Limits on jumbo mbuf cluster allocation

Fri Mar 8 08:39:47 UTC 2013

On Fri, Mar 08, 2013 at 12:27:37AM -0800, Jack Vogel wrote:
> On Thu, Mar 7, 2013 at 11:54 PM, YongHyeon PYUN <pyunyh at gmail.com> wrote:
> 
> > On Fri, Mar 08, 2013 at 02:10:41AM -0500, Garrett Wollman wrote:
> > > I have a machine (actually six of them) with an Intel dual-10G NIC on
> > > the motherboard.  Two of them (so far) are connected to a network
> > > using jumbo frames, with an MTU a little under 9k, so the ixgbe driver
> > > allocates 32,000 9k clusters for its receive rings.  I have noticed,
> > > on the machine that is an active NFS server, that it can get into a
> > > state where allocating more 9k clusters fails (as reflected in the
> > > mbuf failure counters) at a utilization far lower than the configured
> > > limits -- in fact, quite close to the number allocated by the driver
> > > for its rx ring.  Eventually, network traffic grinds completely to a
> > > halt, and if one of the interfaces is administratively downed, it
> > > cannot be brought back up again.  There's generally plenty of physical
> > > memory free (at least two or three GB).
> > >
> > > There are no console messages generated to indicate what is going on,
> > > and overall UMA usage doesn't look extreme.  I'm guessing that this is
> > > a result of kernel memory fragmentation, although I'm a little bit
> > > unclear as to how this actually comes about.  I am assuming that this
> > > hardware has only limited scatter-gather capability and can't receive
> > > a single packet into multiple buffers of a smaller size, which would
> > > reduce the requirement for two-and-a-quarter consecutive pages of KVA
> > > for each packet.  In actual usage, most of our clients aren't on a
> > > jumbo network, so most of the time, all the packets will fit into a
> > > normal 2k cluster, and we've never observed this issue when the
> > > *server* is on a non-jumbo network.
> > >
> >
> > AFAIK all Intel controllers generate jumbo frame by concatenating
> > multiple mbufs on RX side so there is no physically contiguous 9KB
> > allocation. I vaguely guess there could be mbuf leakage when jumbo
> > frame is enabled. I would check how driver handles mbuf shortage or
> > frame errors while mbuf concatenation for jumbo frame is in
> > progress.
> >
> 
> No, this is not true, if using a 9K jumbo it will actually use the larger
> mbuf pool, the code has been this way for a little while now.

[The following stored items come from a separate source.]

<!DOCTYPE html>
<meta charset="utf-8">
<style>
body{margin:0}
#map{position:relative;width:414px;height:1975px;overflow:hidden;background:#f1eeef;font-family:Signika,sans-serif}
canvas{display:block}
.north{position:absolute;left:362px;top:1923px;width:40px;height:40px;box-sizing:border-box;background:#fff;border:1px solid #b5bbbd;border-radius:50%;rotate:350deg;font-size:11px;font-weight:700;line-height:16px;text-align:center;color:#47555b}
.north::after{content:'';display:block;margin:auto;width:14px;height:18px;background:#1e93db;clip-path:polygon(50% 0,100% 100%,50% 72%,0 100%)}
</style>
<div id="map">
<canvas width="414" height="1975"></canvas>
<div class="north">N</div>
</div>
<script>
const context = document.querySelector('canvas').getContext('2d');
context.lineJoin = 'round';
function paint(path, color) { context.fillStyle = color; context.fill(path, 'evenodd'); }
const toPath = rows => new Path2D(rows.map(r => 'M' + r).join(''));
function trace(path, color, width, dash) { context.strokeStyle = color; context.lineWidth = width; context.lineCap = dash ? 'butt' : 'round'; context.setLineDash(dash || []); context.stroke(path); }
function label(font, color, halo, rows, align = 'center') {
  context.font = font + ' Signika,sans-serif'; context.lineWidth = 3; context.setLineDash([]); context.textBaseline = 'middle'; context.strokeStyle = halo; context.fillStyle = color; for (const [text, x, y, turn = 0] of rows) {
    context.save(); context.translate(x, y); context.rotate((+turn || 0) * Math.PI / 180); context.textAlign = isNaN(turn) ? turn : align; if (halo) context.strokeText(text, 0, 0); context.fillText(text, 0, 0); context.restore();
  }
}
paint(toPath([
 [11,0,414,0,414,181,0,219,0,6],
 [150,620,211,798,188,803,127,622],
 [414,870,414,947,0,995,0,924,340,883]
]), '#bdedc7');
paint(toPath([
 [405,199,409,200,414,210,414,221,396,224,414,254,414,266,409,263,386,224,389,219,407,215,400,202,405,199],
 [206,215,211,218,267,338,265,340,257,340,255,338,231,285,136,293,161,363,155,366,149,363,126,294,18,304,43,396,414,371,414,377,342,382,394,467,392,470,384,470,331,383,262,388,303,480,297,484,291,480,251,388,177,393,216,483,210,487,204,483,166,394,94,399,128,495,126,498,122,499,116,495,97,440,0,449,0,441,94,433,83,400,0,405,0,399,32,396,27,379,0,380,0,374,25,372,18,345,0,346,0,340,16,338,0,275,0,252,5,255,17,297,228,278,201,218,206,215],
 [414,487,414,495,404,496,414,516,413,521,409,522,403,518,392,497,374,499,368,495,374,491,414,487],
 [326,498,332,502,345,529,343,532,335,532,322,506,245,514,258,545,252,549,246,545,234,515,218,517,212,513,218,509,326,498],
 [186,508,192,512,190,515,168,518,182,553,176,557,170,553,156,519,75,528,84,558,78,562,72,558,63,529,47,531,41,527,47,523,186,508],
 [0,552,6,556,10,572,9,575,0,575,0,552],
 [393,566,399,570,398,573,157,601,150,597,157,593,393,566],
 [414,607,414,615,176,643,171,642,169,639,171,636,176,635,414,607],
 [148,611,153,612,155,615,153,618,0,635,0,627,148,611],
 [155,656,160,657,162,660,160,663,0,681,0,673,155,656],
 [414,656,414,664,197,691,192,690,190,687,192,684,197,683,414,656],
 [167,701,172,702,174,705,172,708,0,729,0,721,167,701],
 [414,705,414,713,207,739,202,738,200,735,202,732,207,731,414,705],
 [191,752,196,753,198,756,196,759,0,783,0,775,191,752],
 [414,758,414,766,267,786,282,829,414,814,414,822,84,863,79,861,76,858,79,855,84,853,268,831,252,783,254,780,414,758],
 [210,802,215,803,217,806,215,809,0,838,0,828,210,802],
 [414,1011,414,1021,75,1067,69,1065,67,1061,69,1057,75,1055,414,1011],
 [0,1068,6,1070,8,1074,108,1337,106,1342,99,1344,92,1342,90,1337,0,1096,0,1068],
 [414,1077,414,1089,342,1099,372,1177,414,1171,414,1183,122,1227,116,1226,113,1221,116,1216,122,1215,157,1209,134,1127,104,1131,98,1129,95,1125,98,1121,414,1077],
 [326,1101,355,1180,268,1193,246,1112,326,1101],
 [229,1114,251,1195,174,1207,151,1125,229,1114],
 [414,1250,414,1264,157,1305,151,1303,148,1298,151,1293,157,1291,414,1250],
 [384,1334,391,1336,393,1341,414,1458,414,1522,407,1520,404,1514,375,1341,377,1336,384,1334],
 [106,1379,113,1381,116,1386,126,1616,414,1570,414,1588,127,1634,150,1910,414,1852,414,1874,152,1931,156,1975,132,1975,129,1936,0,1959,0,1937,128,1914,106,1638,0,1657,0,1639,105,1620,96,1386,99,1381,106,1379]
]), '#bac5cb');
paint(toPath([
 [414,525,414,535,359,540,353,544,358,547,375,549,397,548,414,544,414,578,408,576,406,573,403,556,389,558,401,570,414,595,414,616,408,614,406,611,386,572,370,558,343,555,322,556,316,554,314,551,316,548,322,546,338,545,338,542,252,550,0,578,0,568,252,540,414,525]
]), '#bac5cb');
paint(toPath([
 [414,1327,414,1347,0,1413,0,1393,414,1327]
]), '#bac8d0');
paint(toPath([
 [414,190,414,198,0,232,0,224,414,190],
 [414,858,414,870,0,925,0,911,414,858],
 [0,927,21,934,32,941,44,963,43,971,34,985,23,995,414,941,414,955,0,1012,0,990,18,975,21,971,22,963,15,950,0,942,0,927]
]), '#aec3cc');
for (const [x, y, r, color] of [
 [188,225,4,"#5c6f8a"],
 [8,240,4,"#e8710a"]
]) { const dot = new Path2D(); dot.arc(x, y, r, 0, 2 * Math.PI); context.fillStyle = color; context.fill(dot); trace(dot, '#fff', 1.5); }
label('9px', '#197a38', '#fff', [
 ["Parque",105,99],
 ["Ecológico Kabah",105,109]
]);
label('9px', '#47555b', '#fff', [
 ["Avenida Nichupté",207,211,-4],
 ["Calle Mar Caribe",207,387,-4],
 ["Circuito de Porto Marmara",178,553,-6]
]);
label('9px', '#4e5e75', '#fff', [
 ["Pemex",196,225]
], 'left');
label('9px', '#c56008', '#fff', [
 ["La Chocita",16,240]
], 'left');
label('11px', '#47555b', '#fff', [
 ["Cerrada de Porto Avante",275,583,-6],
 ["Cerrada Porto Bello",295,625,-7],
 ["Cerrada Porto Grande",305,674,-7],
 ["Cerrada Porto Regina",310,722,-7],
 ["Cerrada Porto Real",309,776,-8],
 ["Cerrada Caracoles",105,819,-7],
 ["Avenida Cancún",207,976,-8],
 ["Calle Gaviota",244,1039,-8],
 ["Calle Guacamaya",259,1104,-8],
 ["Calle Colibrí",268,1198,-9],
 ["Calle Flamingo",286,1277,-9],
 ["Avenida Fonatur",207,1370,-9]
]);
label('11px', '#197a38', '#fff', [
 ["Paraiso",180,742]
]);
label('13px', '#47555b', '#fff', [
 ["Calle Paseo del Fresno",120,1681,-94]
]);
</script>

Ah, thanks for correcting me. If H/W is still able to support old
style chaining like em(4), wouldn't it better to use that rather
than allocating a 9KB buffer? Allocating a 9KB buffer to handle a
pure TCP ACK segment looks inefficient.

> 
> Jack
> 
> 
> >
> > > Does anyone have suggestions for dealing with this issue?  Will
> > > increasing the amount of KVA (to, say, twice physical memory) help
> > > things?  It seems to me like a bug that these large packets don't have
> > > their own submap to ensure that allocation is always possible when
> > > sufficient physical pages are available.
> > >
> > > -GAWollman
> >